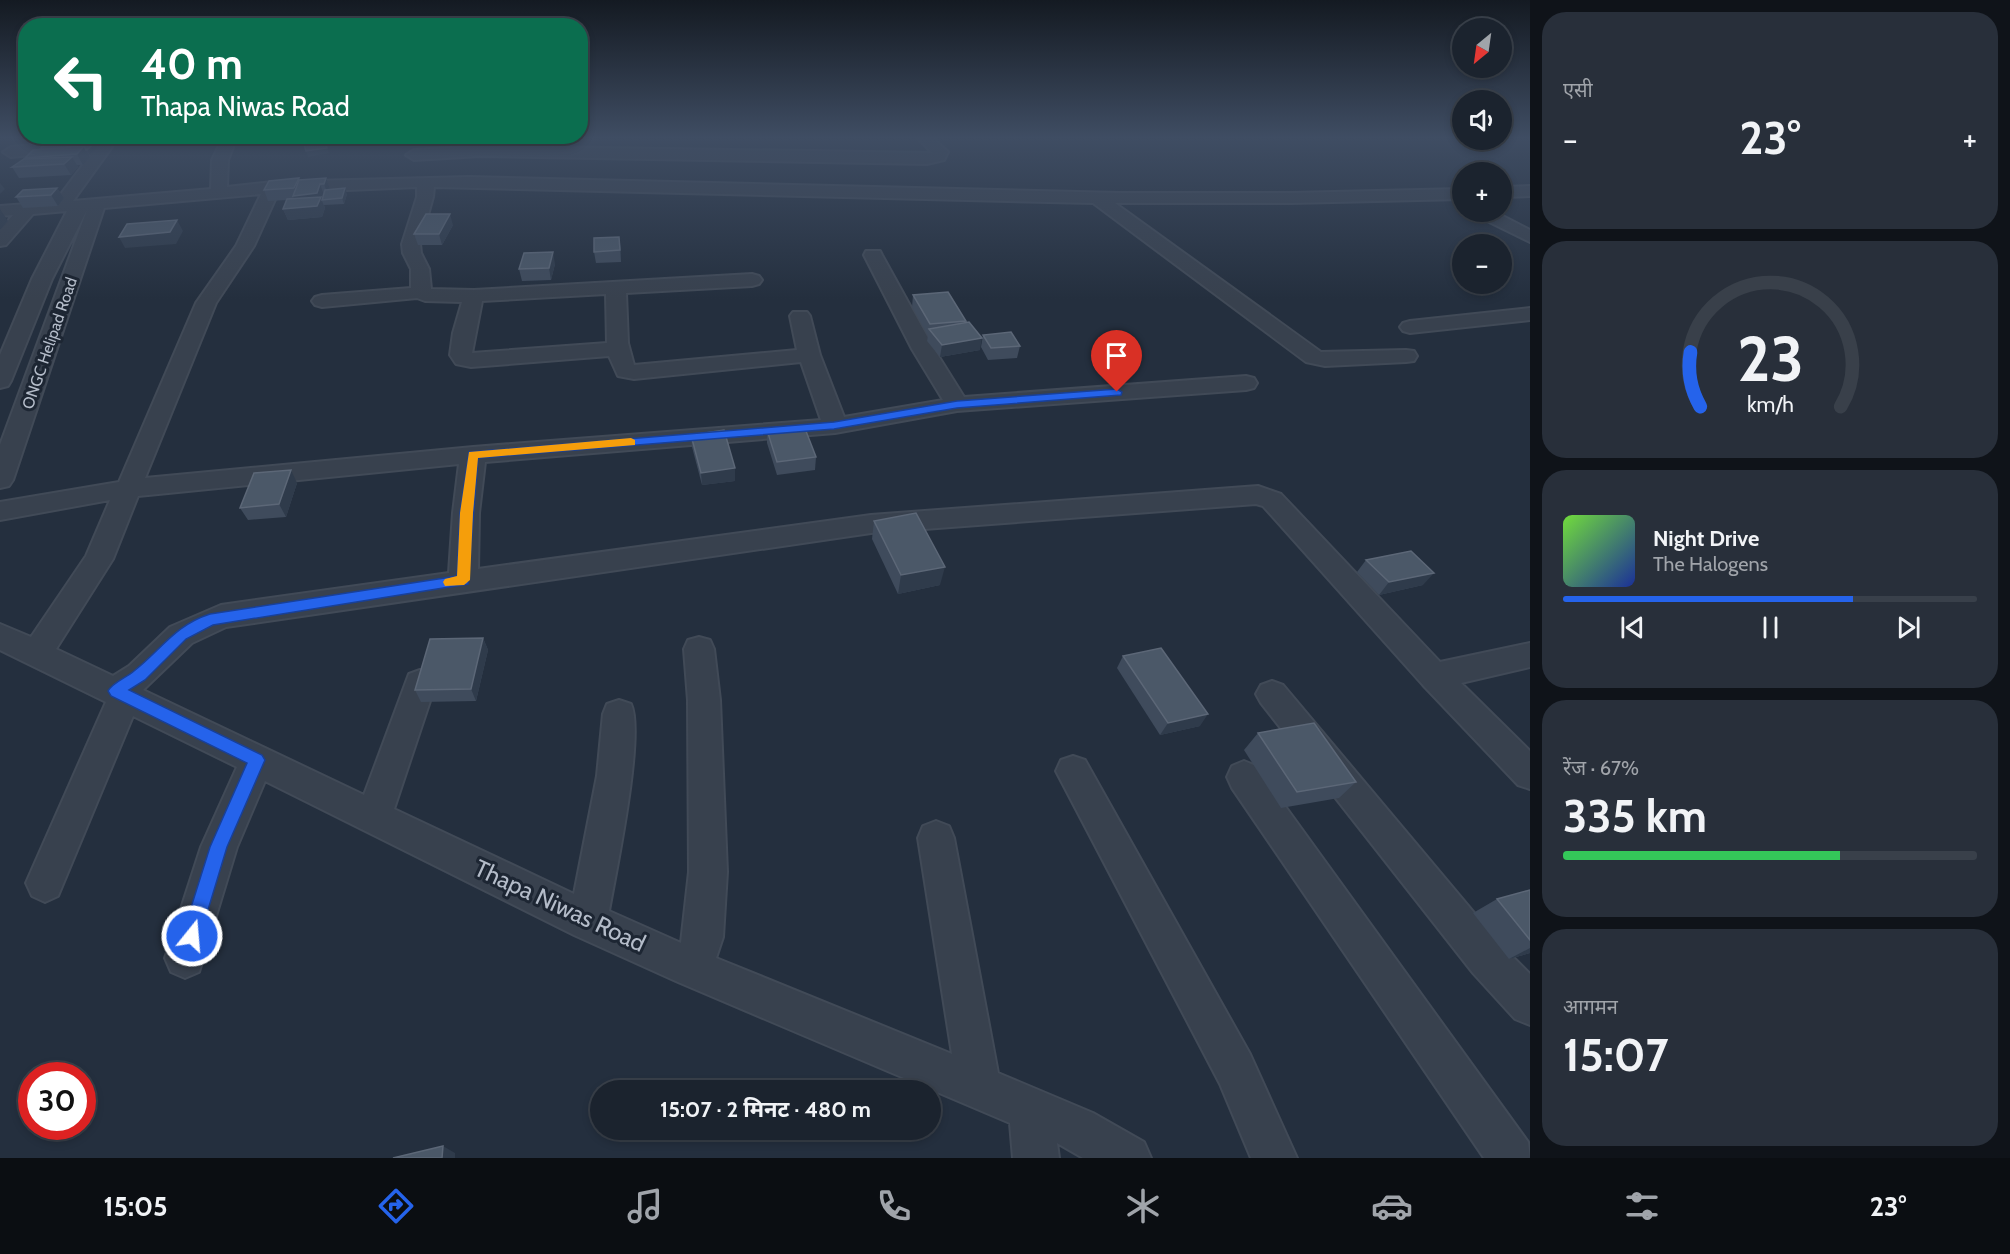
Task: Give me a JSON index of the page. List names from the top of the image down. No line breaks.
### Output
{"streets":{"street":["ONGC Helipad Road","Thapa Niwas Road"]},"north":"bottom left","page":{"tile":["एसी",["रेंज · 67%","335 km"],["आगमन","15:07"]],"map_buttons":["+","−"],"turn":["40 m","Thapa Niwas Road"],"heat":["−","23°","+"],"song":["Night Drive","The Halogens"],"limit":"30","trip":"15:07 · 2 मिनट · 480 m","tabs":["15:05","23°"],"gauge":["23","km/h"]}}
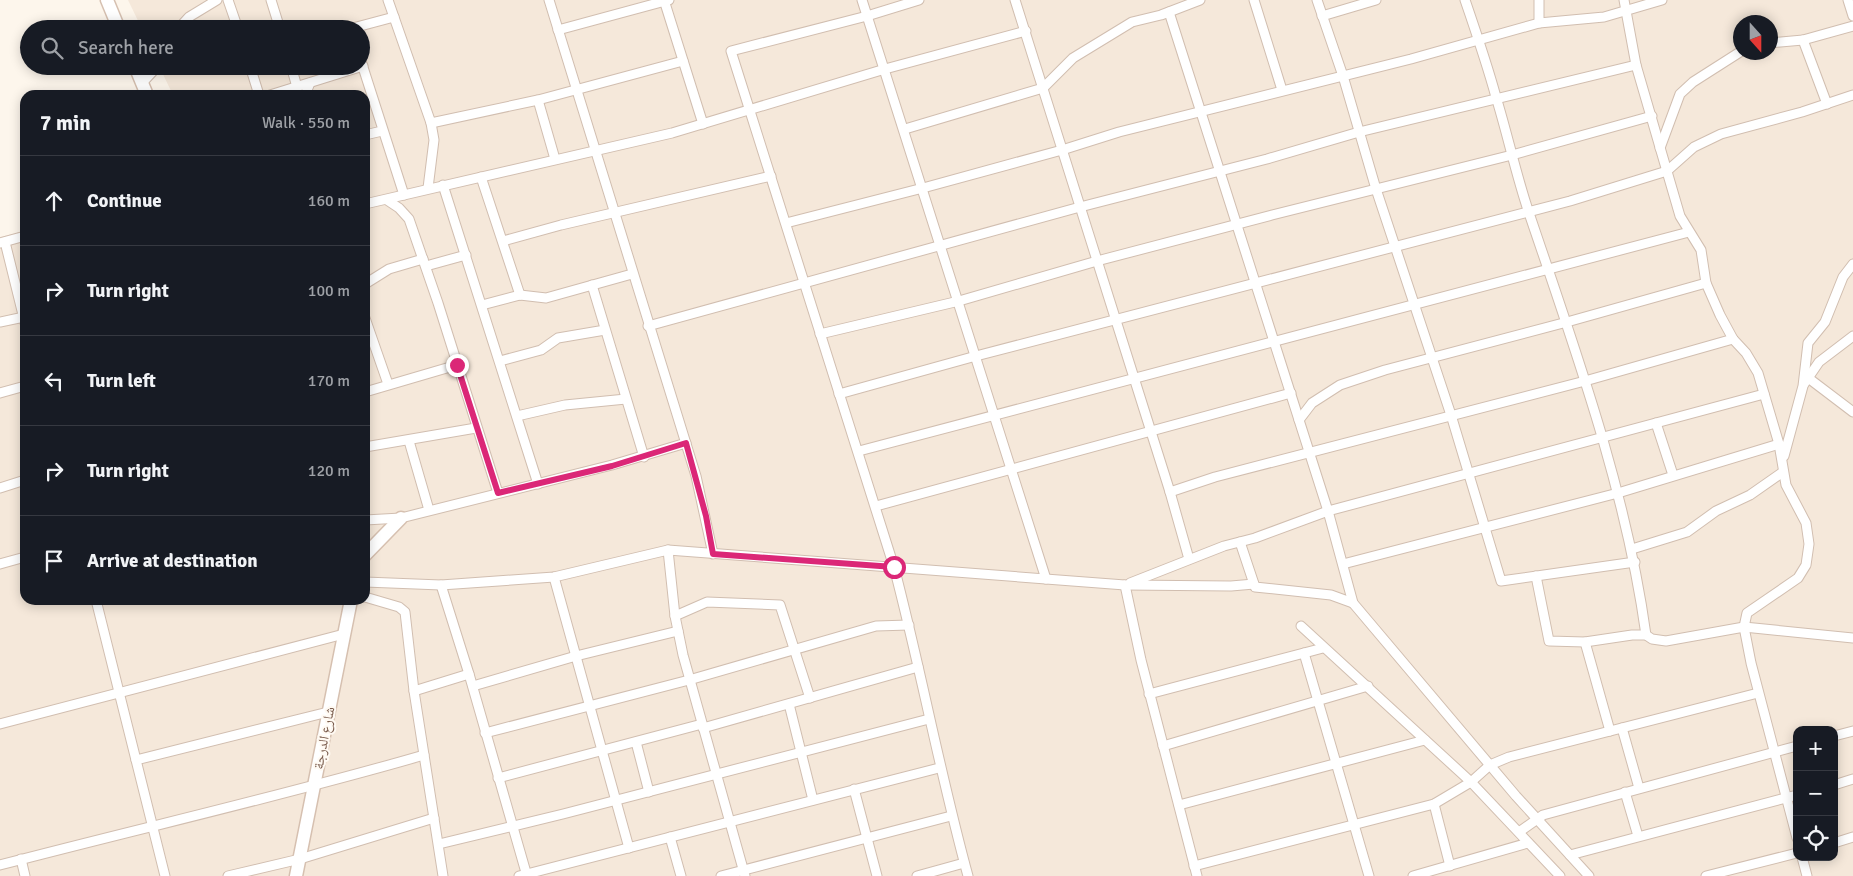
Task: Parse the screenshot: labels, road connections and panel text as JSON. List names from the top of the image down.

————

Task objective:
Your answer must be a single number: how many lines in this listing hold the string "down"? Please add nothing else.

Result for this task:
2